> _DATA PROVIDED_:
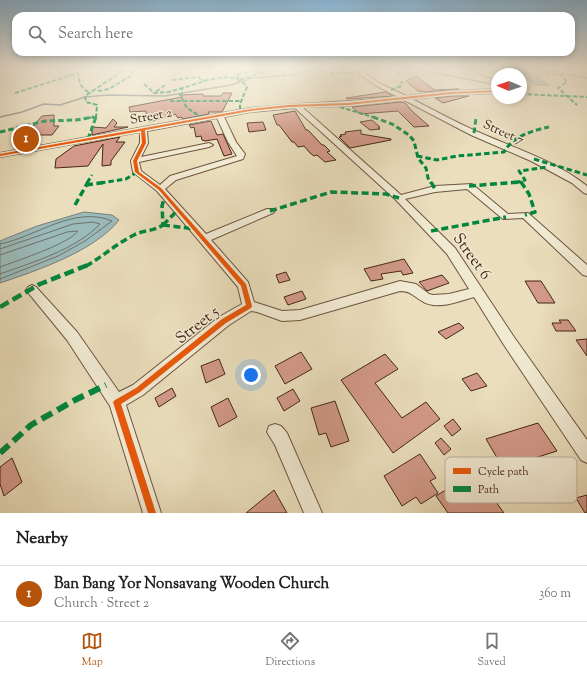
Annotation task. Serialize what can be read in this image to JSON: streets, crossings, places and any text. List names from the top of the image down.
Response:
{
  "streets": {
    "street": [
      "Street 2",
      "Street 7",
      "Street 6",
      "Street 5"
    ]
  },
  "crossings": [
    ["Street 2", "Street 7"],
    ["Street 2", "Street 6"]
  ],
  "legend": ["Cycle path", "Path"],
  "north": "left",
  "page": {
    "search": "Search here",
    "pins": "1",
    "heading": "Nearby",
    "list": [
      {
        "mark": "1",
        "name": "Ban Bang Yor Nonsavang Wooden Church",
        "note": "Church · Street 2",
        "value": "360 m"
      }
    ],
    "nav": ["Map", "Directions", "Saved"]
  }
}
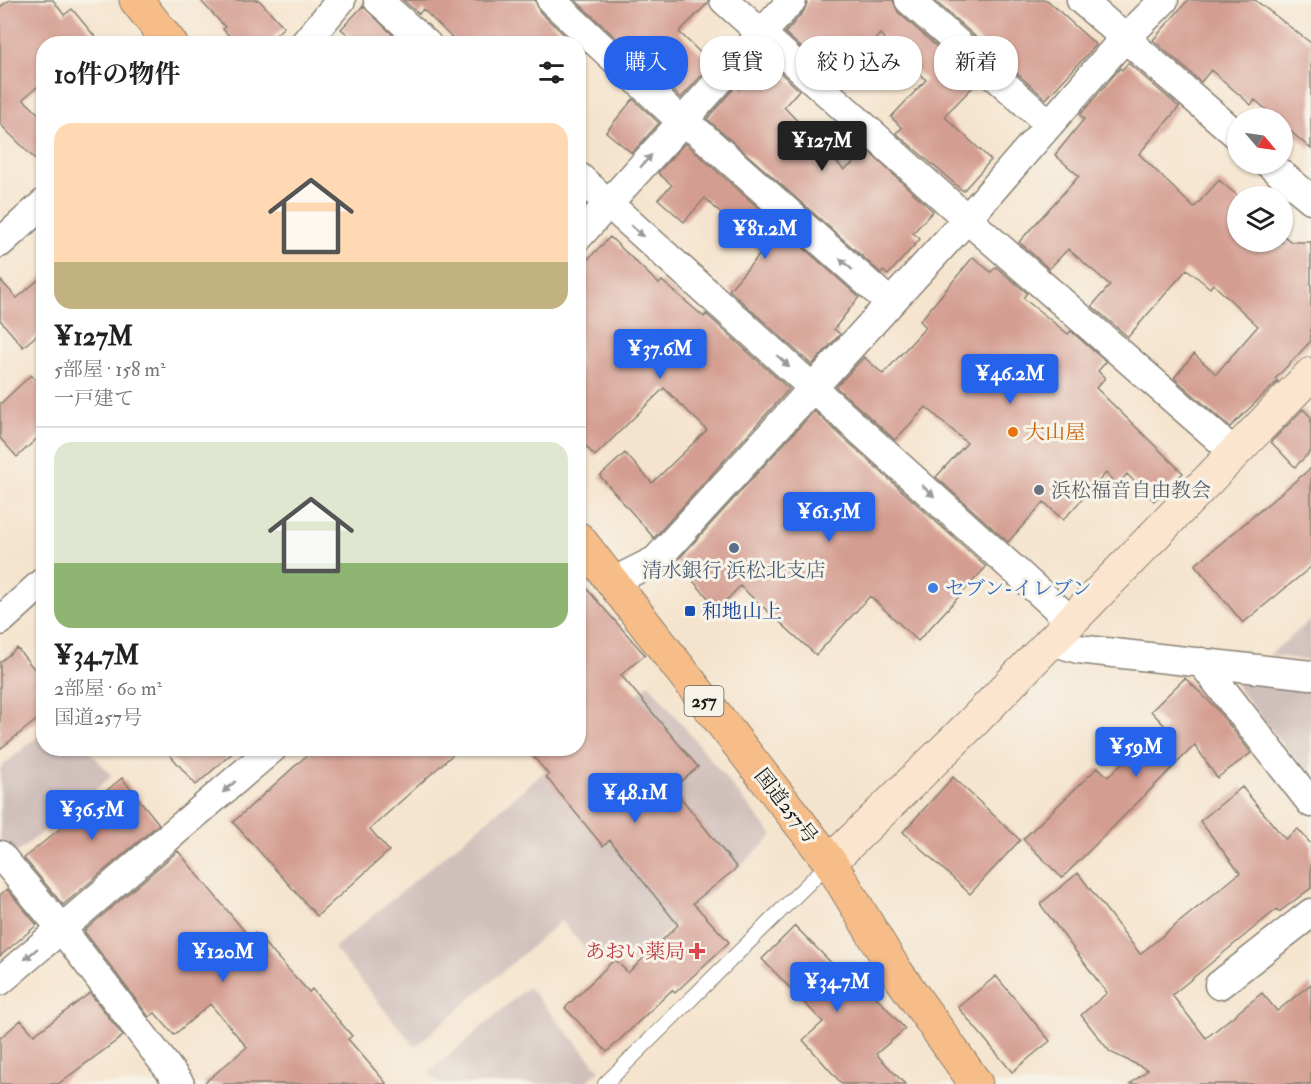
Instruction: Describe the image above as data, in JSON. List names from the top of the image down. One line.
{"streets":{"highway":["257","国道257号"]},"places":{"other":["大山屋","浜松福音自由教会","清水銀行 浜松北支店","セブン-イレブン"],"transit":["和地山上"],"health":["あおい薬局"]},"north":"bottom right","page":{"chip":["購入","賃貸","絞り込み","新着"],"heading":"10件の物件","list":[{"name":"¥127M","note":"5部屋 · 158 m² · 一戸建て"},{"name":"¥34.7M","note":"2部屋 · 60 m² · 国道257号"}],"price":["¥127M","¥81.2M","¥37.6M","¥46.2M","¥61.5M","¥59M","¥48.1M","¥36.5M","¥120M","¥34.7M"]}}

> _WHAT TO PRODUCE_:
Reproduce each record from above exactly; pictures do not belong in the copy.

> _ANSWER TO THIS EXERCISE_:
Annotation task. Serialize what can be read in this image to JSON: streets, crossings, places and any text. List names from the top of the image down.
Response:
{
  "streets": {
    "street": [
      "Street 2",
      "Street 7",
      "Street 6",
      "Street 5"
    ]
  },
  "crossings": [
    ["Street 2", "Street 7"],
    ["Street 2", "Street 6"]
  ],
  "legend": ["Cycle path", "Path"],
  "north": "left",
  "page": {
    "search": "Search here",
    "pins": "1",
    "heading": "Nearby",
    "list": [
      {
        "mark": "1",
        "name": "Ban Bang Yor Nonsavang Wooden Church",
        "note": "Church · Street 2",
        "value": "360 m"
      }
    ],
    "nav": ["Map", "Directions", "Saved"]
  }
}
Instruction: Describe the image above as data, in JSON. List names from the top of the image down. One line.
{"streets":{"highway":["257","国道257号"]},"places":{"other":["大山屋","浜松福音自由教会","清水銀行 浜松北支店","セブン-イレブン"],"transit":["和地山上"],"health":["あおい薬局"]},"north":"bottom right","page":{"chip":["購入","賃貸","絞り込み","新着"],"heading":"10件の物件","list":[{"name":"¥127M","note":"5部屋 · 158 m² · 一戸建て"},{"name":"¥34.7M","note":"2部屋 · 60 m² · 国道257号"}],"price":["¥127M","¥81.2M","¥37.6M","¥46.2M","¥61.5M","¥59M","¥48.1M","¥36.5M","¥120M","¥34.7M"]}}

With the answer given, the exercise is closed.